__TASK BRIEF__
Locate every line in the records below that contains the word "panel", and copy each one.

__EXERCISE INPUTS__

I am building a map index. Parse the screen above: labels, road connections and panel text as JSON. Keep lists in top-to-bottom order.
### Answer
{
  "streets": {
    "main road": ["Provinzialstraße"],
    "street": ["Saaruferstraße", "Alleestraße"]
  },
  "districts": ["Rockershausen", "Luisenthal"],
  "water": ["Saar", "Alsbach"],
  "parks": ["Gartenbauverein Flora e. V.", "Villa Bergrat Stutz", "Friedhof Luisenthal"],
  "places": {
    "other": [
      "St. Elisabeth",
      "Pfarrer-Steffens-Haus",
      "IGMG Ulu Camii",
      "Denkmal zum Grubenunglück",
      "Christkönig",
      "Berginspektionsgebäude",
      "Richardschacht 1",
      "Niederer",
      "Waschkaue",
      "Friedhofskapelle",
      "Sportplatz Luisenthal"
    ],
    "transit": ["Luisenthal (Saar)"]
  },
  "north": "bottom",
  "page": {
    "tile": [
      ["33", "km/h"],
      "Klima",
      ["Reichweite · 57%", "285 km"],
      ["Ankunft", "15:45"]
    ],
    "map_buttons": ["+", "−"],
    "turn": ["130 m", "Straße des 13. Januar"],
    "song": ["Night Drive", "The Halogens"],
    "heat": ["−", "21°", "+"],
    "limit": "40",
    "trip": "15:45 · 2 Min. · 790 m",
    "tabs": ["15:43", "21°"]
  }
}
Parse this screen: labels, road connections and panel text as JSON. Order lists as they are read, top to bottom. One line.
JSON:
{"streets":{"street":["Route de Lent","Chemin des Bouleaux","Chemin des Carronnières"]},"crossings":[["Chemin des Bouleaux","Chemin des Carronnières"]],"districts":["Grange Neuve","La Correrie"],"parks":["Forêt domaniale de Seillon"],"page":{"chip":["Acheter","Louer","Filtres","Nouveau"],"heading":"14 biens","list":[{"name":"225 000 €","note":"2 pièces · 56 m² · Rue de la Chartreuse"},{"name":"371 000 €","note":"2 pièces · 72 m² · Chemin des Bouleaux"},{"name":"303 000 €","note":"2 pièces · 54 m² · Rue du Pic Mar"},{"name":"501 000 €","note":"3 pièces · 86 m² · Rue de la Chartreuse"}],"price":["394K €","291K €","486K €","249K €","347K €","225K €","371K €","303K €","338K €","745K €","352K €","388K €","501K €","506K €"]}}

__RESPONSE TO THIS EXERCISE__
I am building a map index. Parse the screen above: labels, road connections and panel text as JSON. Keep lists in top-to-bottom order.
Parse this screen: labels, road connections and panel text as JSON. Order lists as they are read, top to bottom. One line.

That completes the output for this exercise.